Podcast Brunch Club

REGRET: July 2025 podcast playlist

Podcast Brunch Club playlist: Regret. It's like book club, but for podcasts.

Delve into the complex and often painful experience of regret and hear from experts who study it. Each episode explores how regret shapes our lives, decisions, and relationships through deeply personal stories, expert insights, and reflective conversations. From poignant tales of missed opportunities to interviews with psychologists on the science behind regret, this collection invites listeners to reflect on their lives and the moments that haunt them.

This playlist was curated with help from Jules, a member of the Chicago chapter.
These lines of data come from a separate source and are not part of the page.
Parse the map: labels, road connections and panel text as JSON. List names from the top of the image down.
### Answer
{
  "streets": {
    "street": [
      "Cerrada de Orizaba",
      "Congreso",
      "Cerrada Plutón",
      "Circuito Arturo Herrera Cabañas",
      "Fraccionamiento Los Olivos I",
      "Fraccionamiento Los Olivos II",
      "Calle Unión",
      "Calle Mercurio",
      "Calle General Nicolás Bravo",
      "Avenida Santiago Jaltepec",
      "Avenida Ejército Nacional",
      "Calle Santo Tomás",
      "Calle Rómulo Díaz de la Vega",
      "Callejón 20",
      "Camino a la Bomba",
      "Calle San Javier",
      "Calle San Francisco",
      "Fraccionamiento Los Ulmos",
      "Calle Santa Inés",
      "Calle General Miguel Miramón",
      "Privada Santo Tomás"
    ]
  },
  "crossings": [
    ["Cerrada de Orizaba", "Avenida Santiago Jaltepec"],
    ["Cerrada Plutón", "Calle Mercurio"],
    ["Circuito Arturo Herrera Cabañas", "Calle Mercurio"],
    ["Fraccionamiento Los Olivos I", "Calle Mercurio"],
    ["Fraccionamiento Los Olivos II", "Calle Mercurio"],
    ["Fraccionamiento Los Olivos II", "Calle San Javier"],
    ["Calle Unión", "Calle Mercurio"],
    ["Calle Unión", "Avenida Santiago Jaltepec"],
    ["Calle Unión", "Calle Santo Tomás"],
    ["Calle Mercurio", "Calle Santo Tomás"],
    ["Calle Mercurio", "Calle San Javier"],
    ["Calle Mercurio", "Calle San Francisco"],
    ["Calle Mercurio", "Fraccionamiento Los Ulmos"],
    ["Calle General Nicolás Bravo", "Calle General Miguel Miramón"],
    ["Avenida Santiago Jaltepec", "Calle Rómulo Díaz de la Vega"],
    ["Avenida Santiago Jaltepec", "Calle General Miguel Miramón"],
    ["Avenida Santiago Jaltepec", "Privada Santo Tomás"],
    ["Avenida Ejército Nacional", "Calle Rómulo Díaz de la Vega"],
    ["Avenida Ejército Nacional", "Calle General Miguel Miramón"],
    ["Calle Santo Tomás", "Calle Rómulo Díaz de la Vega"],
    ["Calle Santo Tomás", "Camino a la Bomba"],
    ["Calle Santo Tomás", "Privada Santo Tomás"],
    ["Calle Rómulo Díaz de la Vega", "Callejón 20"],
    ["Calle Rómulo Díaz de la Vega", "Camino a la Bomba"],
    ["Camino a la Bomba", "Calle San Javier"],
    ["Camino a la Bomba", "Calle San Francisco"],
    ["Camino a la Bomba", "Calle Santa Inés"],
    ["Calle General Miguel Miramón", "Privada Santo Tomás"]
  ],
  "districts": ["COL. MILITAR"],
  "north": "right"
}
Podcast Playlist on REGRET

Get the full playlist on your podcast player of choice using these platforms:

This Month’s Podcast Playlist Running List of PBC Podcast Playlists
Listen Notes | Spotify Listen Notes | Spotify

 
Hidden Brain: “You 2.0: Regrets, I have a few…” (August 2021, 29 min)
We all have regrets. By some estimates, regret is one of the most common emotions we experience in our daily lives. In the final episode of our You 2.0 series, we bring you a favorite interview with Amy Summerville, the former head of the Regret Lab at Miami University in Ohio. After years of studying this emotion, she says she’s learned something that may seem counterintuitive: regret doesn’t always have to be a negative force in our lives.
Nudge: “Dan Pink: “Here’s what you’ll regret when you’re older”” (September 2022, 32 min)
There’s one thing that almost all of us will regret. And we regret it more and more as we get older. In this episode with Dan Pink, author of NYT bestsellers Drive and When, we chat about regret, why you should have a bias for action and the world’s most regretful world-record holder. Oh, and you’ll learn why your gut instinct is statistically more likely to be wrong.
Heavyweight: “#18 Sven” (October 2018, 33 min)
Sven was on a jury that sentenced a man named Paul Storey to death. He’s regretted it ever since. Then, eight years later, Sven gets an email from Paul’s mother.
Happier with Gretchen Rubin: “440: Very Special Episode: We Talk About Regret—Our Own Regrets and Listeners’ Regrets” (July 2023, 38 min)
This episode explores the subject of regret. We talk about the
most common categories of regrets and why reflecting on regret can help us make our lives happier. We share some of our own regrets, and also listeners’ regrets.
Reply All: “#143 Permanent Record” (June 2019, 58 min)
This week, the most humiliating, unfortunate and regrettable things on the internet that simply will not come down. Also: the father who scours the internet for lost memories.
Bonus podcast episodes:

  • Mindset Mentor: “The Regrets of the Dying” (June 2025, 17 min)
    Have you ever wondered what people regret most at the end of their lives? In today’s episode, I dive into the five most common regrets of the dying. I’ll share how these powerful lessons can help you avoid your own regrets and start living a life that’s true to you.
  • Overthink: “Regret” (July 2023, 55 min)
    Coulda, woulda, shoulda… In Overthink’s long-awaited epsiode 82, David and Ellie fret over the meaning of regret, in everything from life-altering career decisions to sloppy teenage breakups. They consider the usefulness of regret — if it has one at all — and explore its relation to a life well lived, investigating its philosophical lineage from Confucius and Aristotle to today. Can 20-year-olds regret? Can dogs? Is regret ever rational? And, when does remorse turn into existential despair?
  • Help Me Be Me: “Ep 212: Self-forgiveness – Releasing a regret you are holding onto” (December 2023, 48 min)
    This is for anyone who is holding onto a regret or pain that affects their identity in the present: something that you do not want to take into the new year. When something is bugging us about the past, we are really just pausing a part of the present and living through a warped memory. Sometimes that is because we feel that this will somehow give us what we deserve, like an unconscious act of penance. And sometimes it’s because we are twitching around this thing– almost like a muscle spasm. When we just can’t seem to face a regret in an objective and open way, we cannot process and release it.
  • Nudge: “Dan Pink: “No regrets? That’s bullsh*t”” (September 2022, 28 min)
    Three types of people live a life of no regret. Children, the mentally ill, and liars. 99% of us have regret, but for good reason. Regrets help us. Today, Dan Pink, best-selling author of Drive and When, explains why regrets are good for you, how to negotiate better, and the golden rule for living a happier life.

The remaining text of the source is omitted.